*SOURCE MATERIAL*.
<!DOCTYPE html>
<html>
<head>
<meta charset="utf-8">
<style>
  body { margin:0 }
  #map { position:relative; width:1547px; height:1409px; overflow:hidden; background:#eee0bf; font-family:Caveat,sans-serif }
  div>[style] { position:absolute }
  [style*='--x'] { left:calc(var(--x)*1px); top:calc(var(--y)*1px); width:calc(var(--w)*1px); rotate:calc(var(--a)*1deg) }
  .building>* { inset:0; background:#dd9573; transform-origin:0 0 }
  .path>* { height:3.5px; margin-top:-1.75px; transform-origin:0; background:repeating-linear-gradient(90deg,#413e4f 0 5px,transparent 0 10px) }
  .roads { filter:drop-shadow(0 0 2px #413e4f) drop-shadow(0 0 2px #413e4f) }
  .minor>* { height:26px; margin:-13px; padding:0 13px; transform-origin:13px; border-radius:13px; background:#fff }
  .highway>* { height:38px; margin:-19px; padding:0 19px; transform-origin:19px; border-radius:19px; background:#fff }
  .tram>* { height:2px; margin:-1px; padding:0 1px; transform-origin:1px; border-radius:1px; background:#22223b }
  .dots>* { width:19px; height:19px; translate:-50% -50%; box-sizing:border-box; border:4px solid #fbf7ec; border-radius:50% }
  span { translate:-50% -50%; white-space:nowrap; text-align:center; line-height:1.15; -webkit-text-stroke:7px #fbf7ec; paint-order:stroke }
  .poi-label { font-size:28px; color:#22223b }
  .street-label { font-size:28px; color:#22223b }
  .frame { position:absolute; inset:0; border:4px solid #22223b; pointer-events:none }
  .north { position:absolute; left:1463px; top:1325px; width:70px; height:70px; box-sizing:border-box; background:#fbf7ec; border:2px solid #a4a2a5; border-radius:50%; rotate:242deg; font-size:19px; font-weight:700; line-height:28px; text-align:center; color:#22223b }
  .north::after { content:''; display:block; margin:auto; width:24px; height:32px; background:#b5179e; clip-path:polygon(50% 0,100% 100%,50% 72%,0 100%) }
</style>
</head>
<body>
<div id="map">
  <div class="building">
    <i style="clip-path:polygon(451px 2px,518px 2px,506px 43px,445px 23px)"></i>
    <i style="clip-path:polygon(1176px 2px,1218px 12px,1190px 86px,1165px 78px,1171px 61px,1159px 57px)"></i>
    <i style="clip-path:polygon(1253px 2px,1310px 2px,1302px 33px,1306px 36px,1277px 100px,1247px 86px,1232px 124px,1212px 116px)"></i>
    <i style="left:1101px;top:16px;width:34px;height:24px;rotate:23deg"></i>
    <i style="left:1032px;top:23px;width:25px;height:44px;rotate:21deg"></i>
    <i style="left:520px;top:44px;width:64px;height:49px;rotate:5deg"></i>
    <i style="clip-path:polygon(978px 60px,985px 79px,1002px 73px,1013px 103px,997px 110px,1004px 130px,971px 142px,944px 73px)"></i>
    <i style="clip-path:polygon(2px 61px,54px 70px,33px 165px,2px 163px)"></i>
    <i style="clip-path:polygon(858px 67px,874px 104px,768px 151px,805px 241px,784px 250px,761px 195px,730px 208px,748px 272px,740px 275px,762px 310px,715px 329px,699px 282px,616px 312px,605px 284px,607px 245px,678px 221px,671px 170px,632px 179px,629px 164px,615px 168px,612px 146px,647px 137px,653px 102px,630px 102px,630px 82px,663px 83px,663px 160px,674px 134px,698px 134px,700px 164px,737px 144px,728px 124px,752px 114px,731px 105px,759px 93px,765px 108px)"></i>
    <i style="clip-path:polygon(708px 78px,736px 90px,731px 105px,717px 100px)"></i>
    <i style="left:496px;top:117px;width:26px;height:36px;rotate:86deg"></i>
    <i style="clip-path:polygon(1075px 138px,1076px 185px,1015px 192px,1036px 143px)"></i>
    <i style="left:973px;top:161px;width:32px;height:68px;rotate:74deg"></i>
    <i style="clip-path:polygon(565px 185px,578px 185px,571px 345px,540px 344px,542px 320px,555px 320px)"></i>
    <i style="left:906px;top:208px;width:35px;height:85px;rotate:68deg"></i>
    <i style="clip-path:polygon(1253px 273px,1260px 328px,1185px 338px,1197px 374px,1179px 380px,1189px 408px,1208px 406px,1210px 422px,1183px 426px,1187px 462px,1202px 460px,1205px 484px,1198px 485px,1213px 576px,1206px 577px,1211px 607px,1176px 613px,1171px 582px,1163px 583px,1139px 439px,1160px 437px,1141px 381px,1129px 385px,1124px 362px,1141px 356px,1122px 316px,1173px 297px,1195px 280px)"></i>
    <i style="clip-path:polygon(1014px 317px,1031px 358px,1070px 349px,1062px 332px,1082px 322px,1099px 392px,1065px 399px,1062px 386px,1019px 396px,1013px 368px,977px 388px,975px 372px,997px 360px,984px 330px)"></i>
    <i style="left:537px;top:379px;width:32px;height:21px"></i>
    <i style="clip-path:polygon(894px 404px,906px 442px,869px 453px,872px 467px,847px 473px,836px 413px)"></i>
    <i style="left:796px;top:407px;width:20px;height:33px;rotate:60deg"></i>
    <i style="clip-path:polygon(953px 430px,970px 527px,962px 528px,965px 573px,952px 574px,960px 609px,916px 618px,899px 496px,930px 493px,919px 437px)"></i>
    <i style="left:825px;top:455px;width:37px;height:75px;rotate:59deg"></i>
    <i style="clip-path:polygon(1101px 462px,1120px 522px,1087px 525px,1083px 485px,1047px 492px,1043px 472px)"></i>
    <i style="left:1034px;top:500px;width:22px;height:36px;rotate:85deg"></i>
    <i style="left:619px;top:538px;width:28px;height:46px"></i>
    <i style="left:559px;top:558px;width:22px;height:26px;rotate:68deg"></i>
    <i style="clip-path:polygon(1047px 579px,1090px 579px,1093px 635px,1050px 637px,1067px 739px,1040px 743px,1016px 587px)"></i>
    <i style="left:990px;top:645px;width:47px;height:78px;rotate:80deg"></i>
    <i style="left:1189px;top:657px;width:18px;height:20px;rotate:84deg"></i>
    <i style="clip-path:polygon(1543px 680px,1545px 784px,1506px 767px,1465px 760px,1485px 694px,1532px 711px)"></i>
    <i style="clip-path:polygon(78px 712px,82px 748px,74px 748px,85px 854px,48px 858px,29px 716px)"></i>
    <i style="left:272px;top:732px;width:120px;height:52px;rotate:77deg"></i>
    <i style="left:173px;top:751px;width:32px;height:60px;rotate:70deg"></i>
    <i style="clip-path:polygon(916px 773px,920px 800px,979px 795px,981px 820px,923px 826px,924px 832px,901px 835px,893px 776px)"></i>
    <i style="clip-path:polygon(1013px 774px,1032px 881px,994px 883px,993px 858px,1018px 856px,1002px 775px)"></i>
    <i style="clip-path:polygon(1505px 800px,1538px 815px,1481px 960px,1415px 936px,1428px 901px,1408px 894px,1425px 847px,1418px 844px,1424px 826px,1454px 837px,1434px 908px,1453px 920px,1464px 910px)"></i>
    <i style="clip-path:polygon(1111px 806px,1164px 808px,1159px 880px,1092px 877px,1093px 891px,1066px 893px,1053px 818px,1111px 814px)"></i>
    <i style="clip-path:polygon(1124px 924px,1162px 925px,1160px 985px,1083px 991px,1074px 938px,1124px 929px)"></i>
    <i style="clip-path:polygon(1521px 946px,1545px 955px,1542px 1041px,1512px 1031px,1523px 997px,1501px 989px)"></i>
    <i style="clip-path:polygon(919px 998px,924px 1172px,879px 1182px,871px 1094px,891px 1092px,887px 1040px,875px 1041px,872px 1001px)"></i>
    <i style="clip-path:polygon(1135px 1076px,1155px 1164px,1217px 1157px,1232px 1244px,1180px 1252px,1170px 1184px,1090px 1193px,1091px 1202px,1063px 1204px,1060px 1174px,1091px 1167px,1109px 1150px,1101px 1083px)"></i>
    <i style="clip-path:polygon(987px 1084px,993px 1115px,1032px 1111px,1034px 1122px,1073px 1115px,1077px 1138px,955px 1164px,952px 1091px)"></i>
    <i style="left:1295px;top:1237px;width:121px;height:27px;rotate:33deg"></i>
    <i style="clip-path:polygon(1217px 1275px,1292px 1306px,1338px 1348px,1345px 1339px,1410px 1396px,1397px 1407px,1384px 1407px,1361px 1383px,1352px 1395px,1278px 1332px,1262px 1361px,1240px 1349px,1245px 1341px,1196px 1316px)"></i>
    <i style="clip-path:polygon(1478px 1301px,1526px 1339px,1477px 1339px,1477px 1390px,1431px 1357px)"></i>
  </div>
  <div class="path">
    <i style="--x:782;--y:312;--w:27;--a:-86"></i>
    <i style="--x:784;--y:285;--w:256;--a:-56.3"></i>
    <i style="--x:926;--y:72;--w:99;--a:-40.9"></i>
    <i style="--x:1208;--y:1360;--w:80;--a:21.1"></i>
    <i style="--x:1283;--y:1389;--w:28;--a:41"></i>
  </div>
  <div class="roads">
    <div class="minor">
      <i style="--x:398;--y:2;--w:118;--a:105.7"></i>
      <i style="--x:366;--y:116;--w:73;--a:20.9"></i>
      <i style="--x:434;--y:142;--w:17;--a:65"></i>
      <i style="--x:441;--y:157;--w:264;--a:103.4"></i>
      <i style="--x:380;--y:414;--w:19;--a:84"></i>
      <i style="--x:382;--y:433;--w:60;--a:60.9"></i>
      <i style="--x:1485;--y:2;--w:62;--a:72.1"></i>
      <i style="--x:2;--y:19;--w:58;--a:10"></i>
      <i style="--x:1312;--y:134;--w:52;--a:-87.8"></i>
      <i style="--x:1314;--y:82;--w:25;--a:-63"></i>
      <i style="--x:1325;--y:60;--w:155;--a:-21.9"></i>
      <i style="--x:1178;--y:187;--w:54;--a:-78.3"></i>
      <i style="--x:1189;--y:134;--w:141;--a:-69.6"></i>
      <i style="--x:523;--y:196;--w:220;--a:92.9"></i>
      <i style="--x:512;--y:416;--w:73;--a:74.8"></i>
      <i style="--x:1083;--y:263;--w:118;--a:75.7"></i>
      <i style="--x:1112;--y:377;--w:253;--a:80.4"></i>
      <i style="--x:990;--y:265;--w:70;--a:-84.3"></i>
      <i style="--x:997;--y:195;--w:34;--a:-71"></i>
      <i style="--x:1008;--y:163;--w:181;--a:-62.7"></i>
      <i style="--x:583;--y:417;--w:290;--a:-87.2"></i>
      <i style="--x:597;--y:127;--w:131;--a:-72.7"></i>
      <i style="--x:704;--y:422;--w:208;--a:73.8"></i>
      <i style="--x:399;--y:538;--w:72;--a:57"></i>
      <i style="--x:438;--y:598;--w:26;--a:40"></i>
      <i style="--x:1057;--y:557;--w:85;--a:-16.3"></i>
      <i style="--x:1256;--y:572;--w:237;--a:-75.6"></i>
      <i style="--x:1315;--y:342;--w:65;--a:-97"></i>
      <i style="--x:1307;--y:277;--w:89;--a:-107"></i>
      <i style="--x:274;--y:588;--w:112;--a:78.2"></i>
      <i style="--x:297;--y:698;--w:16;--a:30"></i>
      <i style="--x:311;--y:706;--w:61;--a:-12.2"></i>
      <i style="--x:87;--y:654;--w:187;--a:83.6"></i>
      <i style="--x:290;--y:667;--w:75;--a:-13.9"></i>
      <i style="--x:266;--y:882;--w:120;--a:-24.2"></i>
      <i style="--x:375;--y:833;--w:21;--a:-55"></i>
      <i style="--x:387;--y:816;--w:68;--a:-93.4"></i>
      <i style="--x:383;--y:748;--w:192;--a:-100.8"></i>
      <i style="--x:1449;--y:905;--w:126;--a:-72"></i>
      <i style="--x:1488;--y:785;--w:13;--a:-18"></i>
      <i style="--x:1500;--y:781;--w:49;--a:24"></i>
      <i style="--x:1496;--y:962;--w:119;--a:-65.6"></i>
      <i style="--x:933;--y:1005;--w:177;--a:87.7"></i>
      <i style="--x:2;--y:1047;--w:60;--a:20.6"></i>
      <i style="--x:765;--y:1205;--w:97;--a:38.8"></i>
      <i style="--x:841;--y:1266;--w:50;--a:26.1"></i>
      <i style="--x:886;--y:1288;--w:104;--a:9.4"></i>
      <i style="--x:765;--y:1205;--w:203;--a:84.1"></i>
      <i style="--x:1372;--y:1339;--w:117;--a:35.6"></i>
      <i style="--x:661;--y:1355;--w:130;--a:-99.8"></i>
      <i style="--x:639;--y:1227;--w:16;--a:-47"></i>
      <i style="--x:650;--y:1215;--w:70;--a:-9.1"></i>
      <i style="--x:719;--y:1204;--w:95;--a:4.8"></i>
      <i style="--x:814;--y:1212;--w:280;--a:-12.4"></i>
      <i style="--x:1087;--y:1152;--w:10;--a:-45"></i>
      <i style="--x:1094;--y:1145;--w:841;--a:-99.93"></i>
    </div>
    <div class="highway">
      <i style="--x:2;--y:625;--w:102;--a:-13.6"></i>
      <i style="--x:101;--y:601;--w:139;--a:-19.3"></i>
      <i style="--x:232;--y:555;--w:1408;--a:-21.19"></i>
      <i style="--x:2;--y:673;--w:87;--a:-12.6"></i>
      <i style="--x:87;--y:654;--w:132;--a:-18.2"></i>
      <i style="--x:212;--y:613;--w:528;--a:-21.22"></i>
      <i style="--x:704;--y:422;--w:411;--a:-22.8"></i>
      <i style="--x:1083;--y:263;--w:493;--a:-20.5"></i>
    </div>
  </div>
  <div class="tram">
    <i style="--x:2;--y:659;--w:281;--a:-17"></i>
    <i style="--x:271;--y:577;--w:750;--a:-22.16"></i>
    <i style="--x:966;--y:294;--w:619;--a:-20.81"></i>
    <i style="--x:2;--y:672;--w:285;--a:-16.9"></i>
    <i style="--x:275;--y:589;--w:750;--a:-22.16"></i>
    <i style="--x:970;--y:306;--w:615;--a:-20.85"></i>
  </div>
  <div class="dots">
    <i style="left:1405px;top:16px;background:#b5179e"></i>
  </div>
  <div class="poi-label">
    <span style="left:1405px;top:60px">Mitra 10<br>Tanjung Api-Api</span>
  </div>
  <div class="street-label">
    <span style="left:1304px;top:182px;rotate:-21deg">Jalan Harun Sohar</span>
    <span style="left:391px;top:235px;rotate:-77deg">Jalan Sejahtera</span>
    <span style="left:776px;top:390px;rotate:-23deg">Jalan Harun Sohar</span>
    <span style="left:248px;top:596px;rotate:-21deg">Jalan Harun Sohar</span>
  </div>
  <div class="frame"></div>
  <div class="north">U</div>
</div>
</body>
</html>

*YOUR ASSIGNMENT*. Take the lines above from the first through the one containing "filter:drop-shadow(0 0 2px" and reproduce them exactly; include nothing else.

*EXERCISE SOLUTION*.
<!DOCTYPE html>
<html>
<head>
<meta charset="utf-8">
<style>
  body { margin:0 }
  #map { position:relative; width:1547px; height:1409px; overflow:hidden; background:#eee0bf; font-family:Caveat,sans-serif }
  div>[style] { position:absolute }
  [style*='--x'] { left:calc(var(--x)*1px); top:calc(var(--y)*1px); width:calc(var(--w)*1px); rotate:calc(var(--a)*1deg) }
  .building>* { inset:0; background:#dd9573; transform-origin:0 0 }
  .path>* { height:3.5px; margin-top:-1.75px; transform-origin:0; background:repeating-linear-gradient(90deg,#413e4f 0 5px,transparent 0 10px) }
  .roads { filter:drop-shadow(0 0 2px #413e4f) drop-shadow(0 0 2px #413e4f) }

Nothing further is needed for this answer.